WHICH H? You said H is an infinite set of deciders. You have just
defined that No H can actually look at a P that does't use it.
Let us lable each of the members of that set H as Hi where i is the
number of steps that it will simulate its corresponding Pi before
aborting it.
First thing to note, as defined, your H's fail to be valid halt deciders
as it is impossible to give Hi the input Pj,Pj for j != i, so there are
inputs it BY YOUR DEFINITION can't answer. Let us fix that by making an
actual copy of the code of H (as Linz says to do) and include that in P,
and make that call go to that one, thus for the code above 000011a2 has
diffent contents for the different Pi's based on the value of i and will
always be the corresponding Hi.
If you can't even give your decider all computations, it just fails to
meet the definition.
Now, when we look at the set of exprements you run, you show that for
every Hi, when called as Hi(Pi,Pi) that by the i'th step it hasn't
reached the return statement. That means you have shown that for all i,
Pi doesn't halt in i steps.
If all the Pi's were the same (call it Q), then you could argue that you
have shown that for any finite number i, Q doesn't halt in that time,
and thus Q doesn't halt.
But, since the Pi's differ, that induction doesn't work, all you have
proven is that for i = infinity that Pi doesn't halt, i.e, the Pi built
on an H that simulates forever doesn't halt.
In the past, we have labeled that H, the one that never aborts, as Hn
(for H non-aborting), and yes, you have just proved that Pn(Pn) is a non-halting computation, but unfortunately, it is also shown that
Hn(Pn,Pn) never aborts its simulation to give that answer.
And also, it has been shown that for any finite i, that while Hi(Pi,Pi)
never reaches the halt instruction in its simulation, there is a k (a
function of i and >i) such that all Hk(Pi,Pi) will simulate its input to
the ret instruction, and thus show that Hi aborted its simulation too soon.
If you are going to argue over all H, you need to FULLY argue over all
H, and that means that 'Correct Simulation' means by ANY H, thus that
fact that Hk can simulate to the ret, means Hi was WRONG to abort its simulation.
This is the fallacy of your notation.
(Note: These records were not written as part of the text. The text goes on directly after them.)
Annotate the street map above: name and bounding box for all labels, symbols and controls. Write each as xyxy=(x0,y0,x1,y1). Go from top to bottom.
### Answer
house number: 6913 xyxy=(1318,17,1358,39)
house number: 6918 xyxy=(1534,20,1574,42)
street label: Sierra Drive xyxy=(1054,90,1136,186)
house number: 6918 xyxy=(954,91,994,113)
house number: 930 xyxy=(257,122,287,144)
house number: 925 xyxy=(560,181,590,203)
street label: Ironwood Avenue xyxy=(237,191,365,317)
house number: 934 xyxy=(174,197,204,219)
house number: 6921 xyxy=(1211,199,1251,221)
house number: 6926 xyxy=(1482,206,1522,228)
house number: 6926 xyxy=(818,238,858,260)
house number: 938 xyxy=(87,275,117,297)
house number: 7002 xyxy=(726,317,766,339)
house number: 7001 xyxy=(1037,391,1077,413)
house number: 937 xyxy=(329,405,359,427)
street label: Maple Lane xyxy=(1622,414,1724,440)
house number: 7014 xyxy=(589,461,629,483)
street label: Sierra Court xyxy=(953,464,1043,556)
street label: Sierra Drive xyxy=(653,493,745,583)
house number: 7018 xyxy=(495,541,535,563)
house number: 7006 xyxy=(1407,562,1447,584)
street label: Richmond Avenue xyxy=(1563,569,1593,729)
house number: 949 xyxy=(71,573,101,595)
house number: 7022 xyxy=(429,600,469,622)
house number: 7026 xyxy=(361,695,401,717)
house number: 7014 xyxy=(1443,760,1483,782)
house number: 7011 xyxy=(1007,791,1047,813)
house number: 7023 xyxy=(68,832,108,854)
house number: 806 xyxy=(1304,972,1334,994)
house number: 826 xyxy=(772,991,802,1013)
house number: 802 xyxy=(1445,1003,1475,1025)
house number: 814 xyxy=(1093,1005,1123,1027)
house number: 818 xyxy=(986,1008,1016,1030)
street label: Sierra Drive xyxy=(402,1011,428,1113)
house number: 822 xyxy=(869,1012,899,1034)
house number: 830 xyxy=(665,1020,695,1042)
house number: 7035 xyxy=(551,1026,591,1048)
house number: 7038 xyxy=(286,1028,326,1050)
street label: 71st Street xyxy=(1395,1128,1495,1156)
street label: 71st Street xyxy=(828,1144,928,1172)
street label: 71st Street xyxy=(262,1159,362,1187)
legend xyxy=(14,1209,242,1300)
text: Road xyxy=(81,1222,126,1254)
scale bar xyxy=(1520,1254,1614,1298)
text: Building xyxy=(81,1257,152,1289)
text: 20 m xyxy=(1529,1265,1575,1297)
Your H keeps on being shown to
not be a definite algorithm, so it can't be a Halt Decider.
There are only two possible ways that H can be defined:
(a) H that aborts its simulation after some fixed number of emulated steps.
And thus its simulation is NOT actually a "Correct Simulation" by the definition needed to use "Correct Simulation" as a critera for Halting.
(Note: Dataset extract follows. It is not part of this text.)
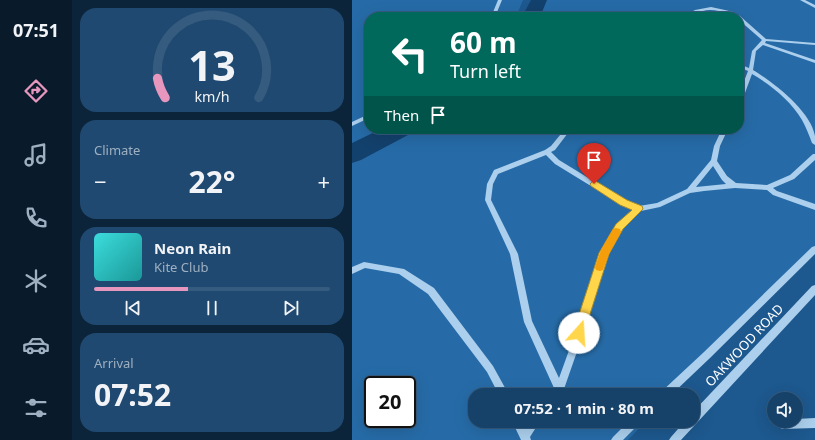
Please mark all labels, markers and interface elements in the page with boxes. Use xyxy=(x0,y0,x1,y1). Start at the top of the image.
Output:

Once you change your definition to allow partial simulations to be
considered "Correct", you have lost the right to say a "Correct
Simulation" determines halting, but you HAVE to go back to the original behavior of the machine, and it is shown that P(P) Halts if H(P,P)
returns 0, and thus the correct answer to H(P,P) would have been 1
(which it didn't give, and in fact if it did, that would be a DIFFERENT
P, and wrong for that P).
Remember, the DEFINITION of Halting is based on the TURING MACHINE
itself. If you use simulation per the definition of a UTM, (which, by definition matches the machine, and thus never aborts) then you can
substitute that simulation. If your definition of simulation deviates
from that IN ANY WAY, it is invalid to make that transformation.
YOU FAIL.
(b) H that does not abort its simulation after some fixed number of
emulated steps.
And it is shown that this H never answer.
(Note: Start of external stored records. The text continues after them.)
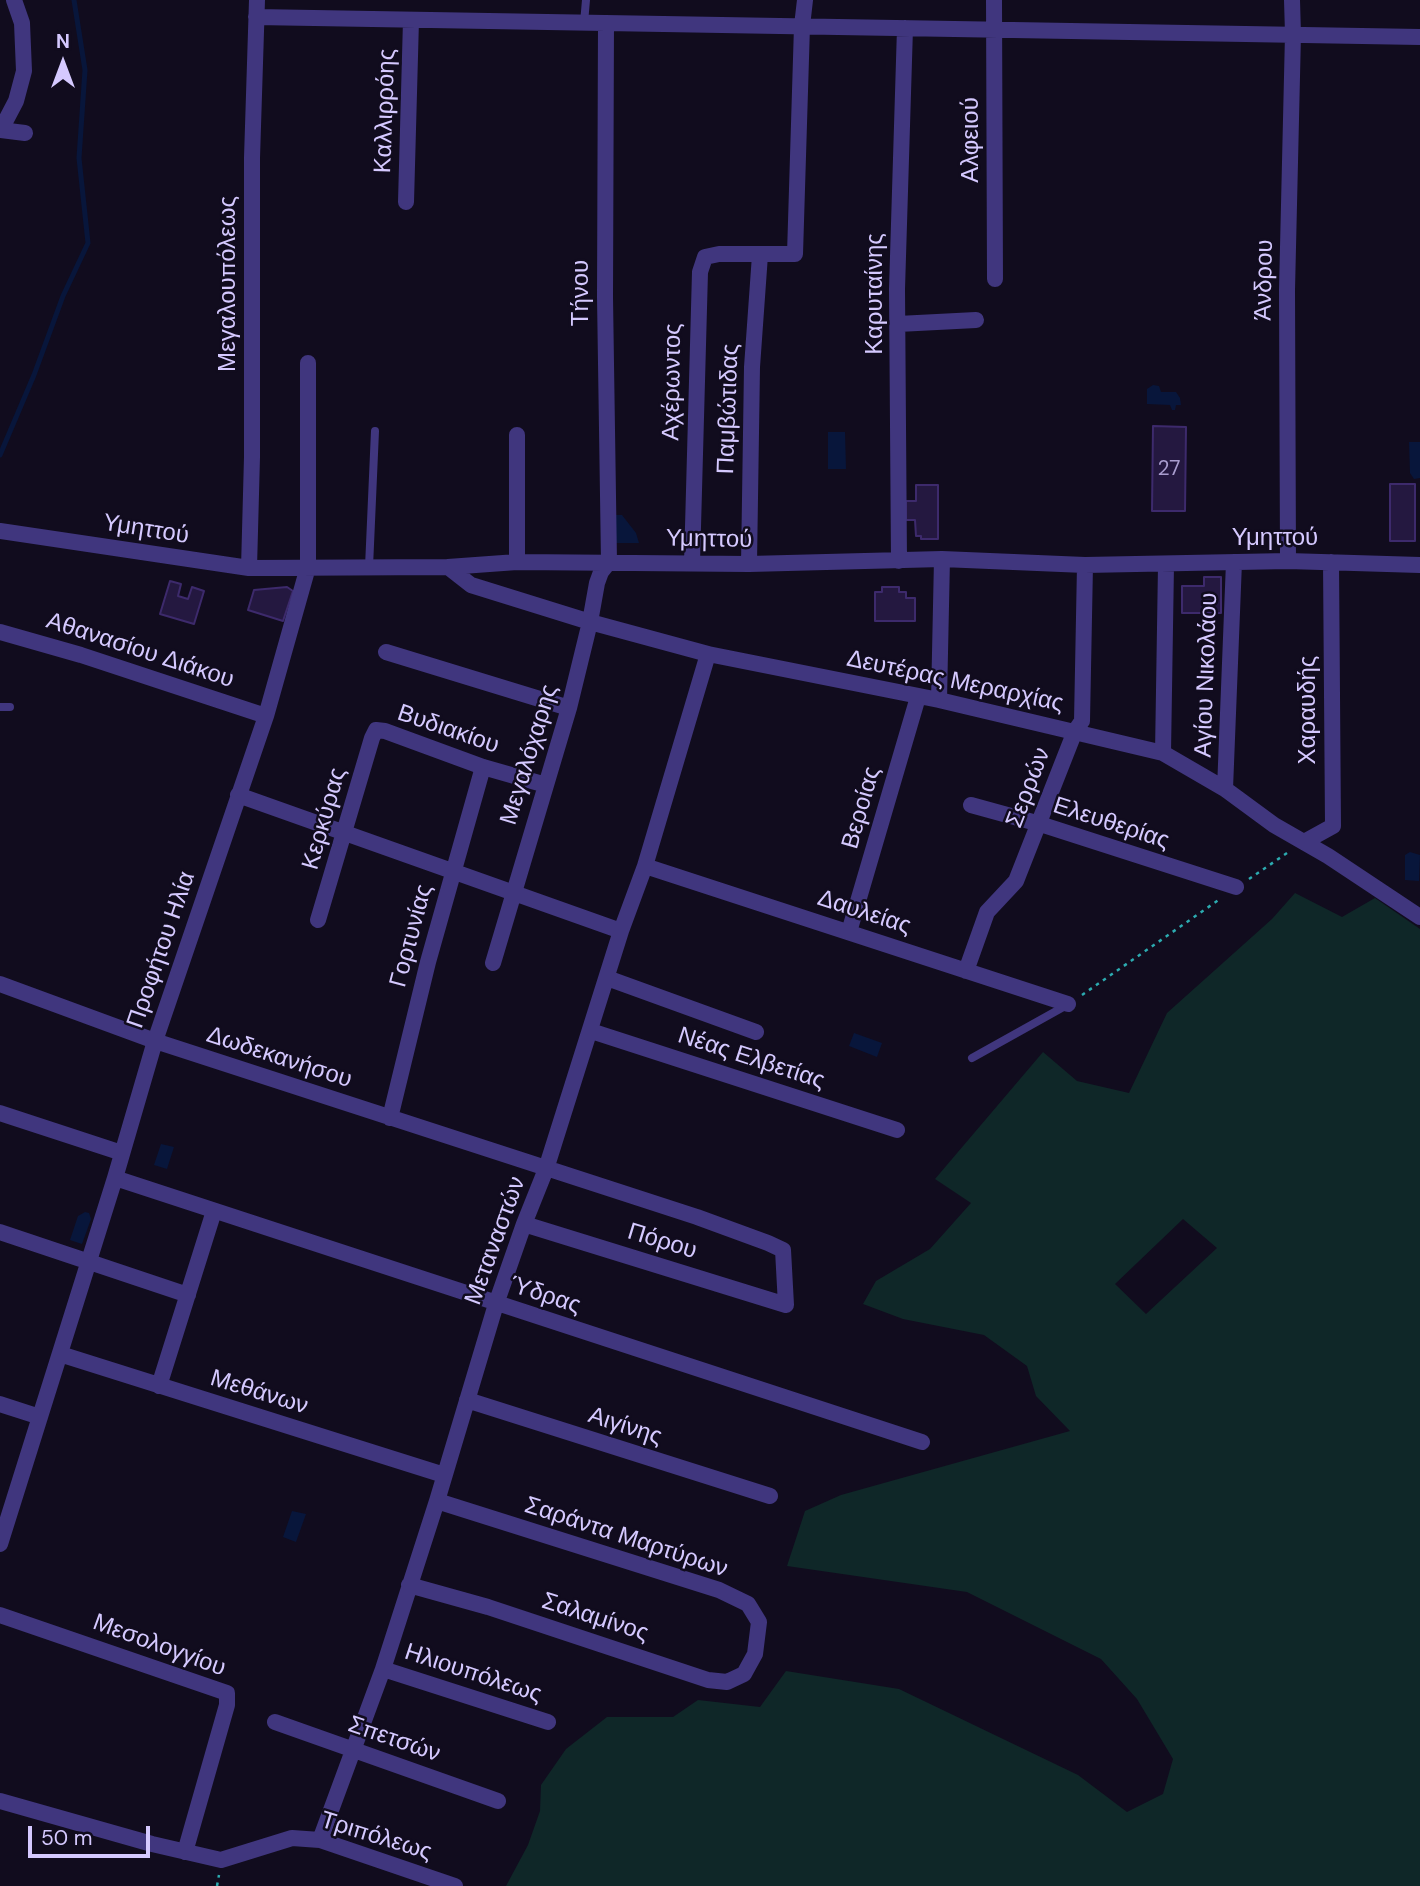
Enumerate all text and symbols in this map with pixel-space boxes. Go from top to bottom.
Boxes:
north arrow [28,28,98,98]
text: N [56,29,70,54]
street label: Καλλιρρόης [369,48,403,174]
street label: Αλφειού [958,97,986,183]
street label: Μεγαλουπόλεως [215,196,243,372]
street label: Καρυταίνης [862,233,890,355]
street label: Άνδρου [1250,239,1280,321]
street label: Τήνου [568,260,596,326]
street label: Αχέρωντος [658,323,688,441]
street label: Παμβώτιδας [712,343,746,475]
house number: 27 [1158,456,1180,482]
street label: Υμηττού [101,509,191,551]
street label: Υμηττού [666,525,752,555]
street label: Υμηττού [1232,525,1318,553]
street label: Αγίου Νικολάου [1190,592,1224,758]
street label: Αθανασίου Διάκου [43,607,237,695]
street label: Δευτέρας Μεραρχίας [844,645,1066,719]
street label: Χαραυδής [1295,656,1323,764]
street label: Μεγαλόχαρης [495,681,565,829]
street label: Βυδιακίου [393,699,503,761]
street label: Σερρών [1001,744,1057,832]
street label: Βεροίας [837,763,887,853]
street label: Κερκύρας [297,765,353,873]
street label: Ελευθερίας [1049,792,1173,856]
street label: Προφήτου Ηλία [122,868,202,1032]
street label: Γορτυνίας [384,881,440,991]
street label: Δαυλείας [814,884,914,942]
street label: Δωδεκανήσου [203,1021,355,1095]
street label: Νέας Ελβετίας [674,1022,828,1096]
street label: Μεταναστών [460,1173,532,1309]
street label: Πόρου [624,1218,700,1266]
street label: Ύδρας [506,1271,584,1321]
street label: Μεθάνων [207,1365,311,1421]
street label: Αιγίνης [585,1402,665,1452]
street label: Σαράντα Μαρτύρων [521,1492,731,1584]
street label: Σαλαμίνος [538,1587,652,1649]
street label: Μεσολογγίου [89,1609,229,1683]
street label: Ηλιουπόλεως [401,1638,545,1710]
street label: Σπετσών [344,1711,444,1769]
street label: Τριπόλεως [317,1806,435,1868]
scale bar [32,1812,154,1856]
text: 50 m [41,1824,92,1852]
In neither of these categorically exhaustive cases does the correctly emulated input to H(P,P) ever reach its "ret" instruction.
WRONG. For case (a) it is shown that H aborts its simulation too soon.
Only by INVALID logic do you reach your result.
THus, it has been shown that for ANY of the H's so defined, that H does
NOT give the correct answer for the P derived from THAT H, thus that H
fails to be a counter example.
For ANY H built by your rule (a), it is shown that P(P) will Halt when
its H(P,P) returns 0, and thus that 0 is the wrong answer.
For ANY H built by your rule (b), it is shown that that H never answer
H(P,P), and so fails to be a decider.
Only by conflating the P's built by those two different method does your arguement SEEM to make some sense, but is shown to be incorrect.
FAIL.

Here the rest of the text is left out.